本書は、定家の48歳までの「明月記」を取り上げている。「明月記」は定家が19歳の時から始めて、約60年ちかく書き続けた日記。定家の性格せいなのか、日記にあまり面白いことがらがでてこない。より上の官位を得るために奔走し、収入を増やすために腐心し、自分の病気や子供の病気を気遣い、朝廷の官吏として宴やら遠出に付き従う。日記には着るものや色、宴にでてくる料理や器がどんなものか事細かに書かれている。望む官位を得られない時の愚痴など読んでいてもいやになる。後鳥羽院が「定家は左右なき物なり」つまり定家はどうしようもない頑固者だと書き、折口信夫が定家を嫌っていたのも頷ける。

管理人が本書にでてくる人物で一番魅力を感じたのは後鳥羽天皇。後鳥羽天皇は三種の神器なしで即位した。神器は安徳天皇が持ち去り、平家滅亡とともに瀬戸内海に沈む。その後鏡と璽は出てきたことになったが、剣だけは出て来なかった。後鳥羽天皇には半端な天皇であるという意識があったらしい。
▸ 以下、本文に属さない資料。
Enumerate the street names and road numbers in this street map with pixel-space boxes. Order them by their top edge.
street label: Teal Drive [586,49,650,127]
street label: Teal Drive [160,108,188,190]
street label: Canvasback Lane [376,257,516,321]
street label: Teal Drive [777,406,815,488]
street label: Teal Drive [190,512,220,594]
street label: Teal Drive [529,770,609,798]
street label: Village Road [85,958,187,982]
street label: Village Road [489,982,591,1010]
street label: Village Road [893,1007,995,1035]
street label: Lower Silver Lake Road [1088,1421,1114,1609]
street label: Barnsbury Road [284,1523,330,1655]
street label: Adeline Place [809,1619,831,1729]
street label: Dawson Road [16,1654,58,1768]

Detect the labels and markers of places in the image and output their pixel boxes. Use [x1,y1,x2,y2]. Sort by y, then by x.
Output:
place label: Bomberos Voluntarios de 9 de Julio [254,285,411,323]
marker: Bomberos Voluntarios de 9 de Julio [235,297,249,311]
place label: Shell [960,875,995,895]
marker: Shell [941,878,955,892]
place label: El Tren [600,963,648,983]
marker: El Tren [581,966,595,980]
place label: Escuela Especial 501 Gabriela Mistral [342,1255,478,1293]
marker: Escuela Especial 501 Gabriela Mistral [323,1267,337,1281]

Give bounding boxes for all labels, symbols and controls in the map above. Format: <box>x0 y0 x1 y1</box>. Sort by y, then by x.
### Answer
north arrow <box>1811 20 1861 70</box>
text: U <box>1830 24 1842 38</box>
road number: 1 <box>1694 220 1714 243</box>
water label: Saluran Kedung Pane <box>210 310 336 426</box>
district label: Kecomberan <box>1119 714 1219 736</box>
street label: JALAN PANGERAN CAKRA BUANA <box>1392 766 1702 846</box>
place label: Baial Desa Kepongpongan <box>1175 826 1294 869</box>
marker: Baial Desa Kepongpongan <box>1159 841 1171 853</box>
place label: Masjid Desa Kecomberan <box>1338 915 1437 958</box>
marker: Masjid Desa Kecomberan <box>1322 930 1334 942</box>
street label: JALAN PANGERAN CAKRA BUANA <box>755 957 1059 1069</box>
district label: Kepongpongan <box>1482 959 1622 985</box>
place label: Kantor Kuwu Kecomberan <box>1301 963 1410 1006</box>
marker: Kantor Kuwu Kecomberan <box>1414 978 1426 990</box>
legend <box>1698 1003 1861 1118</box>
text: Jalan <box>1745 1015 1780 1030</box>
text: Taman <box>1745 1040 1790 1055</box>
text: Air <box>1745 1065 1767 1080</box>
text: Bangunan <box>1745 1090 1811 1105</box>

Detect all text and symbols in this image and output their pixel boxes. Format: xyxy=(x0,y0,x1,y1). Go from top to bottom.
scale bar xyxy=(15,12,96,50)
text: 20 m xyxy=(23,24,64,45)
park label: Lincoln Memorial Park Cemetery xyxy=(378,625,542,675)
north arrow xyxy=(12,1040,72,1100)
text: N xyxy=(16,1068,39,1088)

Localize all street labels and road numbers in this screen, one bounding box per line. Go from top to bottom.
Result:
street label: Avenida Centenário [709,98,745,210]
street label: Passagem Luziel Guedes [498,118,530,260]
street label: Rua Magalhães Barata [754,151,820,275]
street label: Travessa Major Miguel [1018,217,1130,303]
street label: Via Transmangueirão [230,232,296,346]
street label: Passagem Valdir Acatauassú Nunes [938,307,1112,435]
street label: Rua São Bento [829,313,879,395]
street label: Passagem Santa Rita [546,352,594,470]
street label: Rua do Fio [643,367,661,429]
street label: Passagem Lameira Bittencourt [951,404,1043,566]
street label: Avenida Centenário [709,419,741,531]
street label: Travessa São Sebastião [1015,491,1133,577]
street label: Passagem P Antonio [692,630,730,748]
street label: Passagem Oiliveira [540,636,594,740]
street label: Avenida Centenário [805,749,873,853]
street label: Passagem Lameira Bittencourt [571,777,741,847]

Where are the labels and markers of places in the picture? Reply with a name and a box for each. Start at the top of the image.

 後鳥羽に、自分が剣を持たない、半端な天皇であるという意識が強烈にあったことは、臣下にも反映して、慈円は、「コノ宝剣ウセハテヌル事コソ、王法ニハ心ウキコトニテ侍レ」(愚管抄)と逆証をしているのである。剣を欠く統治者というものが在り得るか。定家もまたやがてそのことを書くであろう。
 仏法の末法時に入っていたこと、二皇併立のために神器なしで即位をした天皇、この両者相まって末法、末世意識が朝臣をはじめとして一般に滲透しなかったとしたら、しないことの方が不思議というものである。後の北畠親房の神皇正統記なども、この宝剣喪失によって、後々の天皇が半端なものであるとされることを恐れ、その合理化に大変な努力を強いられている。
 こういう危機に際して、如何なる為政者もがほとんど絶対に気付かないことは、朝廷などというものがなくても、人民は永遠に存在し得るという一事である。

「定家明月記私抄」はバルセロナで書かれた。スペインで定家について調べるというのは何か不思議な感じがする。関連する書籍は日本から送ってもらったのだろうか。今と違ってインターネットが発達していなかった当時、資料を集めるのは大変だったと思う。それではなぜ著者が定家について書くことになったのかについて、著者は次のように述べている。

 定家はほんの狭い範囲の歌壇人であり、大それた一大事件を惹き起こしてくれたりする人ではない。歌人であり、同時に官僚である。和歌という、相和する歌という根底からすれば、個性を発揮し自由を追求するという念慮からも遠く、狭い範囲で歌人たちがお互いに、イデーをとりあい、交換し合い、されば、人と人との絆ばかりの日本社会の典型のなかに潜り込んでいるようなものである。
 かくて和歌もまた芸能の一つであり、これをめぐる人々が、これまた自由人というたぐいの人々ではなく、すべて宮廷関係者であってみれば、その存在自体が人間社会にとっての一つの特異点である宮廷以下、様々なスキャンダルを惹起してくれて、私は芸能週刊誌を編集しているが如き気持ちにさせられることもあった。この時代にもしテレビジョンがあったとして、そのコメンテーターになっているような気のしたこともあった。
 しかし、人は完璧な出家遁世者-それは在りえない-というものでない限りにおいて、出家遁世者もまた、時代に生きる人であり、その他ではありえない。
 私はやはり、この先も定家氏とともに書き続けるであろう。まして彼が十九歳の少年として明月記を書きはじめ、戦時中にあって暗澹たる心境にあった私を励ましてくれて、いまでは定家氏のほうから次第に現在の私の年齢にまで近付いて来てくれているのである。